Method: Lung tissues from 3 pneumothorax patients and 6 IPF patients (early and advanced stages) were obtained by VATS and lung transplantation. HTII-280+ cells were isolated from CD31-CD45-EpCAM+ cells in the distal lungs of IPF and pneumothorax patients using fluorescence-activated cell sorting (FACS) and resuspended in 48-well plates to establish IPF-derived alveolar organoids. Immuno-staining was used to confirm the presence of AT2 cells.

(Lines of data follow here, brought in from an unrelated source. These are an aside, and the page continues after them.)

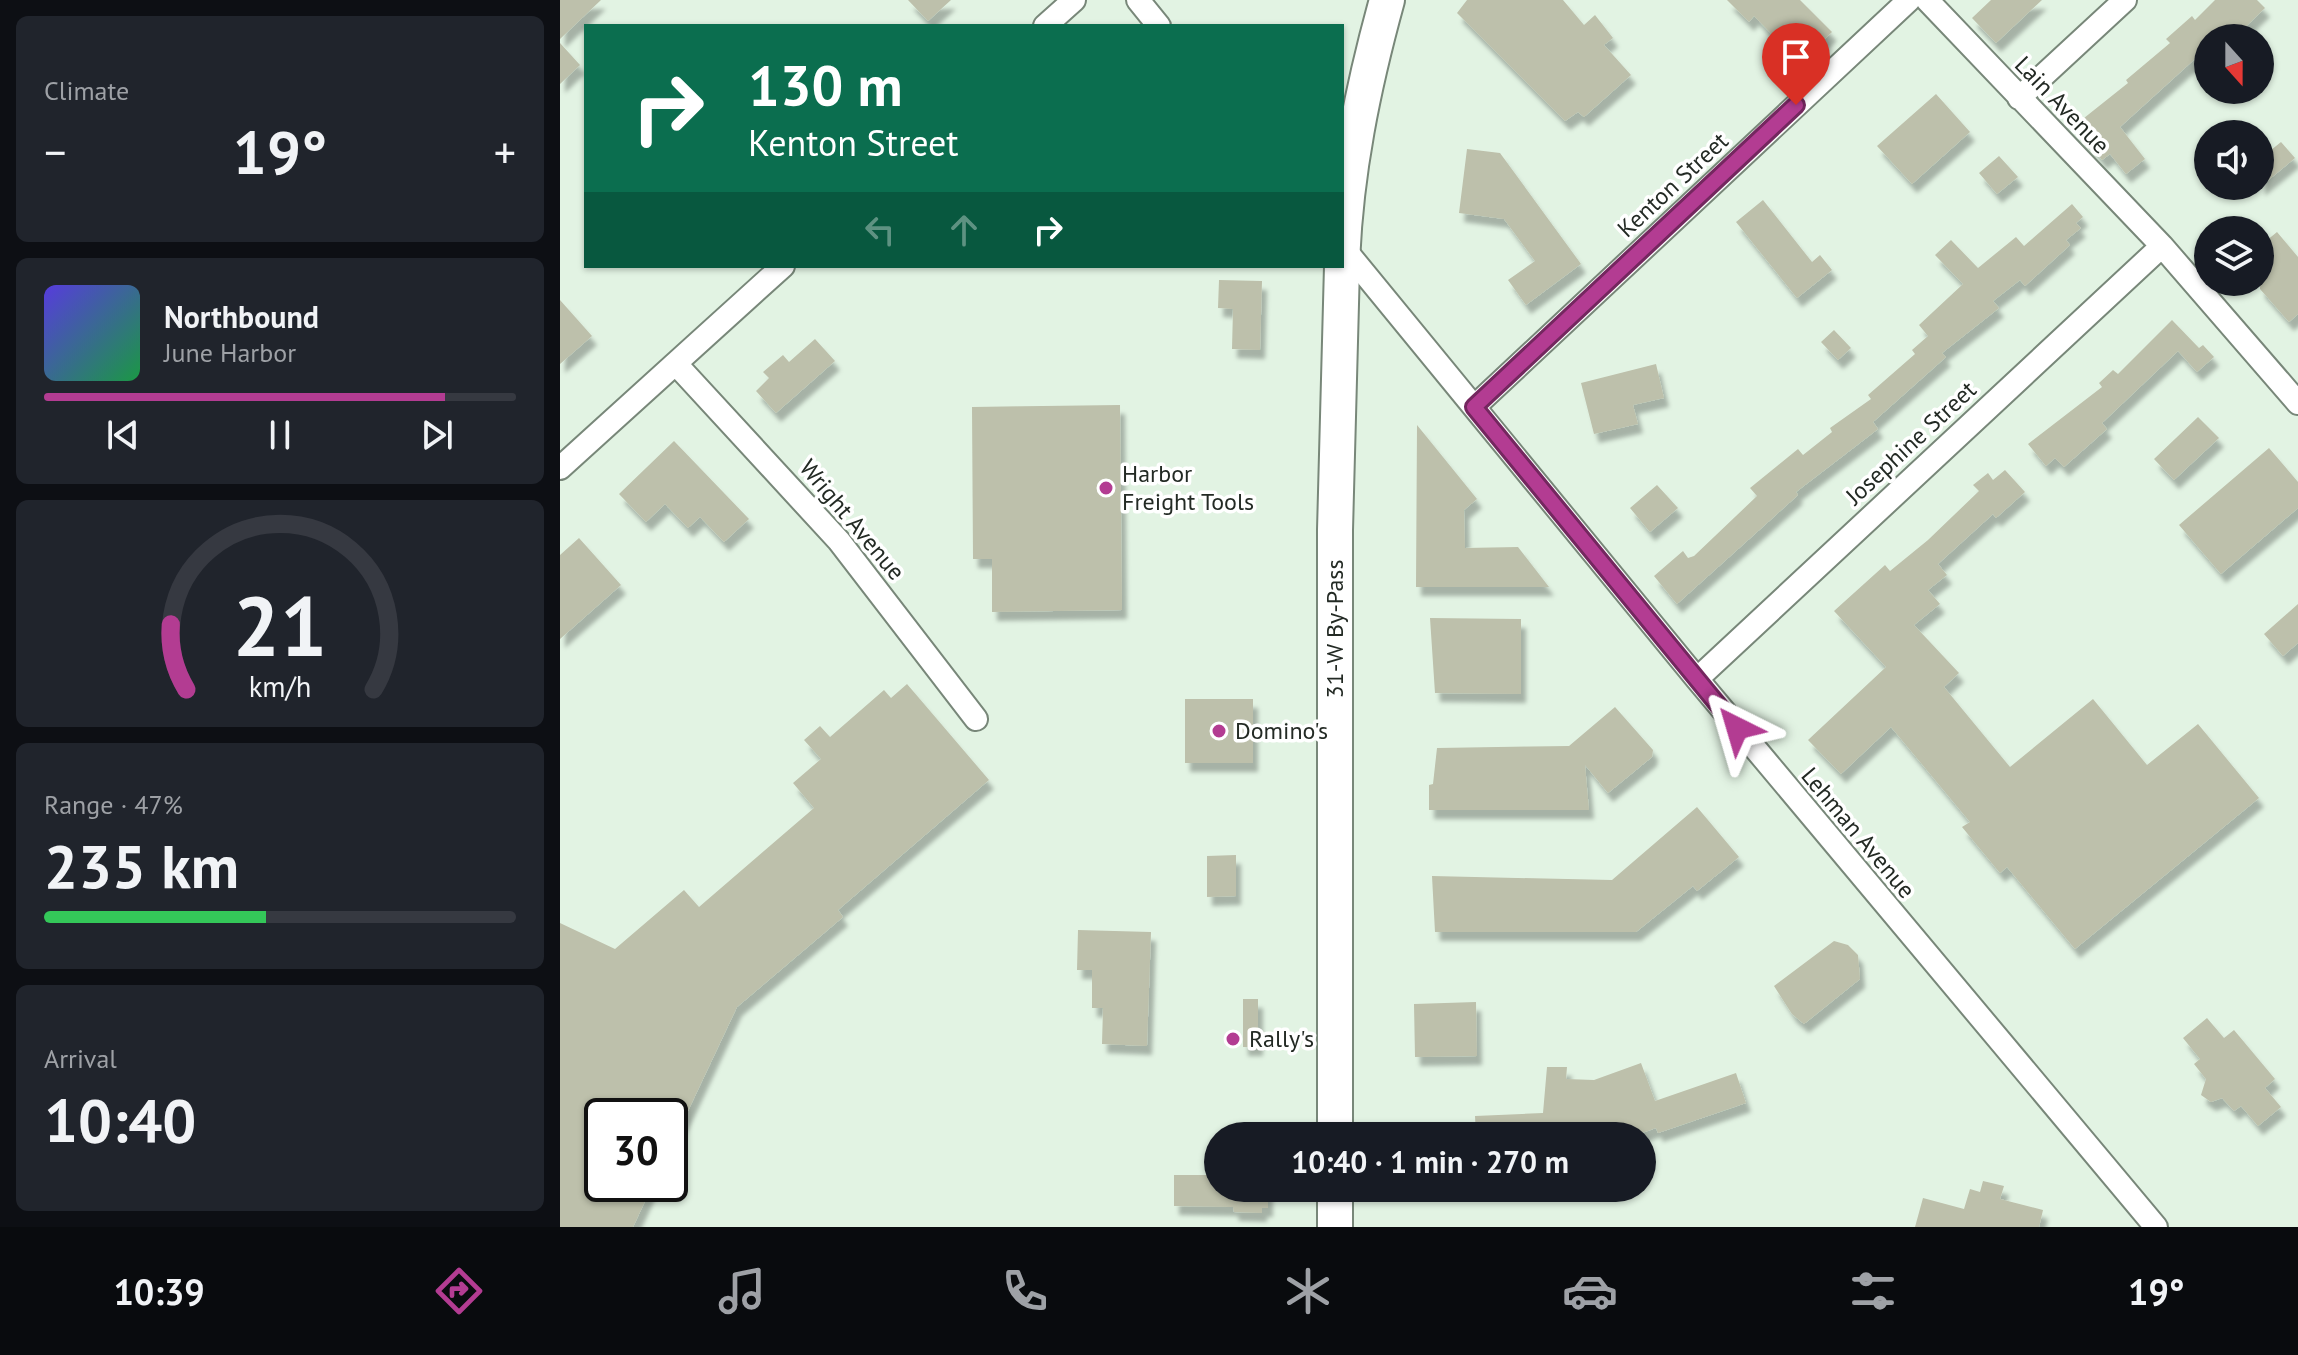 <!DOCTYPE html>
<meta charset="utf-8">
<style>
:root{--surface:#171b24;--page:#20242c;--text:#f1f3f6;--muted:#9ea1a6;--line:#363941;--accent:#b33c92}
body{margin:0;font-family:"PT Sans",sans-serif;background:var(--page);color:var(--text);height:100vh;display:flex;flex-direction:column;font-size:30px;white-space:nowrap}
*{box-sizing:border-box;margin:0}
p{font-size:26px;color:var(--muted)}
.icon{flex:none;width:44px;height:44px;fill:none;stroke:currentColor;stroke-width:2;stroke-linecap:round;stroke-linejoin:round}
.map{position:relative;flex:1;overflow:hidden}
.side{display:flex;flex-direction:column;gap:16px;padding:16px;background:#0d0f14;width:560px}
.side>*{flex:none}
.banner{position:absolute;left:24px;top:24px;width:760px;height:244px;border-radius:0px;box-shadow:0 2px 6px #0004;background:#0b6e4f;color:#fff;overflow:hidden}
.needle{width:52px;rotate:159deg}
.buttons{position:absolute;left:1634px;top:24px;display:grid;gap:16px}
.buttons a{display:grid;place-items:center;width:80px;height:80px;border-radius:50%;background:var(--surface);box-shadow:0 2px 6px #0004;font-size:40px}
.speed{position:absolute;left:24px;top:1098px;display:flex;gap:16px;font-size:40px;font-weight:700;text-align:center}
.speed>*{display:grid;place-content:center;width:104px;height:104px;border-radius:50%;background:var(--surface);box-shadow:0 2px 6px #0004;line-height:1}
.speed .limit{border:4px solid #111;border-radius:12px;background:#fff;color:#111}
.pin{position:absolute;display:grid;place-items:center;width:68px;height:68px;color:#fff;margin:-82px -34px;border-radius:50% 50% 50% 0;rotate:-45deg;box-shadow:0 0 8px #0007}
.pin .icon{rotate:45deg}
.me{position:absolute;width:88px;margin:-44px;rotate:320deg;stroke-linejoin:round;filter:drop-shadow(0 0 6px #0008)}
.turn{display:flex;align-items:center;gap:28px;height:168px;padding:0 32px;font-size:36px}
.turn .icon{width:104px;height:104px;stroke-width:2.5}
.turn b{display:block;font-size:56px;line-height:68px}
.lanes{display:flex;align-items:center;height:76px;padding:0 32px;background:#0003;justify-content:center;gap:40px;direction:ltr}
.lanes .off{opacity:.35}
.big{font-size:60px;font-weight:700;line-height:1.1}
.side .widget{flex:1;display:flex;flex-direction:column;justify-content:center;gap:12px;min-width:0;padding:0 28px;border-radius:12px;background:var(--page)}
.side .dial{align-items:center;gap:0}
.dial svg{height:208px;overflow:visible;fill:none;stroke:var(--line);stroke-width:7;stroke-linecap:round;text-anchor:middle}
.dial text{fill:var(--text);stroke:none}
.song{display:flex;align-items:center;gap:24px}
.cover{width:96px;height:96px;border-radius:12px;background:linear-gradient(135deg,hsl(250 70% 55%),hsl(140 70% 35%))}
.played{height:8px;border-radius:4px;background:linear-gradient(90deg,var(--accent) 85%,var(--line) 85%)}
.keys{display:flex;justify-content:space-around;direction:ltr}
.heat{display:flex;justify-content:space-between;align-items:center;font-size:44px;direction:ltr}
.charge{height:12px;border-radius:6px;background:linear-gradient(90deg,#34c759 47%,var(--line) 0)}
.trip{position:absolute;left:644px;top:1122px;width:452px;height:80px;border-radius:40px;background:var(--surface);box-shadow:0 2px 6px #0004;font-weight:700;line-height:80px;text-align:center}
.dock{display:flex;height:128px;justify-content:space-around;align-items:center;background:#090b0e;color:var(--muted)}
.dock .icon{width:56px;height:56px}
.dock .on{color:var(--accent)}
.dock b{font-size:36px;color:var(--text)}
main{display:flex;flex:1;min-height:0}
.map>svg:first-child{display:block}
.building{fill:#bdc0ab;filter:url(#shadow)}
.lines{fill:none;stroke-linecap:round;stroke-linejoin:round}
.street-casing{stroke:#788779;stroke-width:26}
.primary-casing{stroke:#788779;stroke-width:38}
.street{stroke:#fff;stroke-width:22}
.primary{stroke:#fff;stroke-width:34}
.route-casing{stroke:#74275f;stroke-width:20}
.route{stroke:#b33c92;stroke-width:14}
.poi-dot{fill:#b33c92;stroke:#fff;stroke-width:3}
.labels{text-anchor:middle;stroke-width:7;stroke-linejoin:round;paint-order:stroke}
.street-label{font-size:24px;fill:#232a24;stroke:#fff}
.poi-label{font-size:24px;fill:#232a24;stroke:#fff;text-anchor:start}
</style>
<main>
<section class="side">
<div class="widget"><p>Climate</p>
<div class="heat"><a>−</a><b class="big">19°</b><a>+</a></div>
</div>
<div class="widget">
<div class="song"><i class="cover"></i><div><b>Northbound</b><p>June Harbor</p></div></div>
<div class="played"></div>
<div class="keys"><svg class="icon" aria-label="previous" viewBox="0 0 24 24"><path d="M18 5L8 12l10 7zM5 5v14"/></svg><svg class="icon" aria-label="pause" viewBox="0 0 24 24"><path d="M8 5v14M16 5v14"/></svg><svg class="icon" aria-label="next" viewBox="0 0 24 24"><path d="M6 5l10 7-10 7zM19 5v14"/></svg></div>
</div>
<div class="widget dial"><svg viewBox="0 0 100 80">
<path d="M14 69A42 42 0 1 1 86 69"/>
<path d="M14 69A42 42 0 0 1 8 44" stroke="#b33c92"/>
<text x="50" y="56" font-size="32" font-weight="700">21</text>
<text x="50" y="72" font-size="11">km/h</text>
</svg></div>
<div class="widget"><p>Range · 47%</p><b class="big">235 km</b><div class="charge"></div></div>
<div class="widget"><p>Arrival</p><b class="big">10:40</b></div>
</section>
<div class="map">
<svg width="1738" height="1227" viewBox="0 0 1738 1227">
<defs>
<filter id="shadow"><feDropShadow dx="5" dy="9" stdDeviation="2" flood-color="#0004"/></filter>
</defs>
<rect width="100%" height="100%" fill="#e2f3e3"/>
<path class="building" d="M0,0h41l-41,39z
M348,0h43l-23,21z
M907,0h96l21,25 11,-10 18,23 -9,7 27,30 -47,42 -6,-5 -13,9 -108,-108z
M1167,0h73l32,32 -32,31 -46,-47 -5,6z
M1431,0h51l-46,43 -24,-25z
M1655,0h42l8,8 -31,30h-26v9l-88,80 25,32 -19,15 -16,-20 -8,6 -28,-34 54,-43 -2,-3 44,-37 -4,-4 26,-23 3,4z
M0,43l20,22 -20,19z
M1376,94l34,38 -58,52 -35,-38z
M1721,142l14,16 -35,29v-28z
M907,149l33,4 81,111 -55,41 -18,-25 27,-19 -31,-42 -45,-6z
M1439,156l19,21 -21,17 -18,-21z
M1203,200l49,62 8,-7 12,15 -35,28 -61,-76z
M1512,204l11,13 -7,6 5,5 -15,12 4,5 -45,41 -5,-6 -27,21 6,7 -57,45 4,4 -73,65 5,7 -82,63 2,3 -121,109 -23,-28 29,-25 5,7 6,-2 63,-60 -7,-8 48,-39 5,6 29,-23 -2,-4 41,-29 -3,-4 47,-41 -3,-4 16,-14 -9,-11 44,-41 -28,-29 16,-15 27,28 38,-31 8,9z
M1717,232l21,25v57l-9,8 -29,-33v-43z
M659,280l43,1 -2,69 -28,-1 1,-40 -15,-1z
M0,300l32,36 -32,28z
M1612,320l27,28 4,-3 11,12 -17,15 -19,-21 -76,72 5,6 -43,38 -9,-9 -9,8 -18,-22 74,-57 -3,-4 14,-13 5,4z
M1274,330l17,18 -13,12 -17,-18z
M255,339l20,22 -59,52 -20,-22 13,-13 -6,-6 20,-17 6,7z
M1096,364l8,34 -31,7 5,19 -44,10 -13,-51z
M560,405l2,205 -130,2v-53h-19l-1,-152z
M1638,417l21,21 -45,42 -20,-21z
M857,425l60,74 -13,11 1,38 53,-1 31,40h-133z
M114,441l75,78 -25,23 -24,-25 -12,11 -23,-24 -19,18 -27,-28z
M1709,448l29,34v26l-77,66 -42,-49z
M1445,470l20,22 -29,26 -3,-4 -55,50 9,11 -19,15 12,14 -26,21 45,48 -15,14 66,80 83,-68 54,66 51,-41 61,74 -184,151 -68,-82 -7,6 -38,-46 8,-5 -79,-95 -50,47 -33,-34 78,-73 -52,-56 51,-46 5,6 38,-31 51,-49 -6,-6 15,-12 5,7z
M1097,485l21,23 -28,24 -20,-24z
M19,538l42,47 -61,54v-84z
M1738,604v39l-15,13 -19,-22z
M870,618l91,1v75l-86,-1z
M347,684l82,96 -151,130 5,7 -106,90 -67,142v-33h-68v68h51l-20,43h-73v-304l55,26 69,-59 15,17 115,-99 -21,-25 28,-24 -17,-19 16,-14 10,11 54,-47 7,8z
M625,699h68v64h-68z
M1055,707l38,43 -1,7 -44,36 -23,-28 4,45h-160v-25l4,-1 4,-36 132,-2z
M1137,807l42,50 -42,34 -4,-5 -57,46h-201l-3,-56 180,4z
M676,855v41l-29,1v-41z
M518,930l73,2 -4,114 -45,-2 1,-36h-11v-38h-15z
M1274,941l14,4 10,10 2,24 -56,45 -12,-10 -18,-28z
M683,999h15v48h-15z
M916,1002l1,54 -62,1 -1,-53z
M1647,1018l17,20 10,-8 41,49 -10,9 16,19 -23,19 -17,-20 -7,5 -12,-13 -11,4 -10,-7 5,-16 -12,-15 6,-5 -17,-21z
M1081,1063l14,38 81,-28 10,30 -88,30 -2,-5 -23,8h-157l-1,-20 68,-3 4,-46h20l-1,12 28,1z
M614,1175h44v13h50v20h-6v5l-28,-1 -1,-5 -59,-1z
M1423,1181l21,5 -4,13 43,11 -4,17h-124l8,-29 41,11 6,-20 10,3z"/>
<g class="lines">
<g class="street-casing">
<path id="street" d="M578,0l21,26
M1367,0l235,246 136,157
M485,26l29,-26
M1459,98l106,-98
M782,246l355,433 459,548
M116,364l163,177 137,178
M914,407l435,-407
M0,468l223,-202
M1137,679l465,-433"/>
</g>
<g class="primary-casing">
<path id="primary" d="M782,264c3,-90 21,-177 45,-264
M775,1136v-606l7,-264
M775,1227v-39"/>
</g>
<use href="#street" class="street"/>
<use href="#primary" class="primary"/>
</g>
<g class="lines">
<g class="route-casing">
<path id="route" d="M1177,728l-263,-321 322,-302"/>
</g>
<use href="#route" class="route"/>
</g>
<g class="poi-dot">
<circle cx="546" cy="488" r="8"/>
<circle cx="659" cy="731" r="8"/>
<circle cx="673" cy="1039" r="8"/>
</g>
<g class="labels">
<g class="street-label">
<text transform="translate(1502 105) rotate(46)" y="8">Lain Avenue</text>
<text transform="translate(1113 185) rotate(-43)" y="8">Kenton Street</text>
<text transform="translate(1351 443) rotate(-43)" y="8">Josephine Street</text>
<text transform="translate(292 520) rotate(50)" y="8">Wright Avenue</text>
<text transform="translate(775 629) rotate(-90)" y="8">31-W By-Pass</text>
<text transform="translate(1298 833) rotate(50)" y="8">Lehman Avenue</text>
</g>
<g class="poi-label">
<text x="562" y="482">Harbor<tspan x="562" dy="28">Freight Tools</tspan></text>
<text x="675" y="739">Domino's</text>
<text x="689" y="1047">Rally's</text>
</g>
</g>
</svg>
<div class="buttons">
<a><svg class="needle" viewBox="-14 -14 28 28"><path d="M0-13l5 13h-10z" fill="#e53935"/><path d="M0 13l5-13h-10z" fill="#9ea1a6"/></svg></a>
<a><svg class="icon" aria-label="sound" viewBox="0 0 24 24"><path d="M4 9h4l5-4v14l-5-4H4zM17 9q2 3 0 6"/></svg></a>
<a><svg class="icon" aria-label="layers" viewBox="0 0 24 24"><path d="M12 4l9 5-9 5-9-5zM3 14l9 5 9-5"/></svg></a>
</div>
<div class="speed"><div class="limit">30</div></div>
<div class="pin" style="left:1236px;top:105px;background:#d93025"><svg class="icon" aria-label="arrive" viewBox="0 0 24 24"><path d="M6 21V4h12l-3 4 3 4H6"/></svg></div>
<svg class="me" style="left:1177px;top:728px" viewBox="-20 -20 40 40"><path d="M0-17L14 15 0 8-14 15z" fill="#b33c92" stroke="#fff" stroke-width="4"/></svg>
<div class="trip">10:40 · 1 min · 270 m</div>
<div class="banner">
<div class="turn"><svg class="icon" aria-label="right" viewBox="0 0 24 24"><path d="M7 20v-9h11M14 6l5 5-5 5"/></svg><div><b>130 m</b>Kenton Street</div></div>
<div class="lanes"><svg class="icon off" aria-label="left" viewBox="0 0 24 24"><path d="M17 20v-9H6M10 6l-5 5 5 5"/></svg><svg class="icon off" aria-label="ahead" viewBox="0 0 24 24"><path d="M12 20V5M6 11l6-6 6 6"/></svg><svg class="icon" aria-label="right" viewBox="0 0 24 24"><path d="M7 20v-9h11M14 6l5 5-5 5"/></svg></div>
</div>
</div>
</main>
<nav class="dock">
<b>10:39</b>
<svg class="icon on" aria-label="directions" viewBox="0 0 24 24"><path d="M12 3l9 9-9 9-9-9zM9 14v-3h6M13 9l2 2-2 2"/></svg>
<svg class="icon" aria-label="music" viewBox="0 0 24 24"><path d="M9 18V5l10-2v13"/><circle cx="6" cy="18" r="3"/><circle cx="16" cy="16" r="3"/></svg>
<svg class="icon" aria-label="phone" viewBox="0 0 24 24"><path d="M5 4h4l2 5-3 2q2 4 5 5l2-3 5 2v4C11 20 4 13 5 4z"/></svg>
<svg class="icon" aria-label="climate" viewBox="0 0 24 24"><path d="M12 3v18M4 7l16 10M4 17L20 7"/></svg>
<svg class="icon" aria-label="car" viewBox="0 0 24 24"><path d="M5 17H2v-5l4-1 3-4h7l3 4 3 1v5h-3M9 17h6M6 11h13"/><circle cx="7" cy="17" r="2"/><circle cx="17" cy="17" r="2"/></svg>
<svg class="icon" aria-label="filters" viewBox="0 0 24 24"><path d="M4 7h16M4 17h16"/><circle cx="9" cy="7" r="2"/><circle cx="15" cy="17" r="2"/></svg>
<b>19°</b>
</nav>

Results: FACS sorting yielded approximately 1% AT2 cells of the total cells in early IPF tissue, and the number decreased as the disease progressed, compared with 2.7% in pneumothorax. Additionally, the cultured organoids in the IPF groups were smaller in size and fewer in number compared to those from pneumothorax patients. The colony-forming efficiency decreased as the disease progressed. In immuno-staining results, the IPF organoids showed lower expression of SFTPC compared to the pneumothorax group and contained KRT5+ cells.
Conclusion: This study confirmed that the regenerative capacity of AT2 cells in IPF decreases as the disease progresses, and IPF AT2 cells inherently exhibit functional abnormalities and altered differentiation plasticity.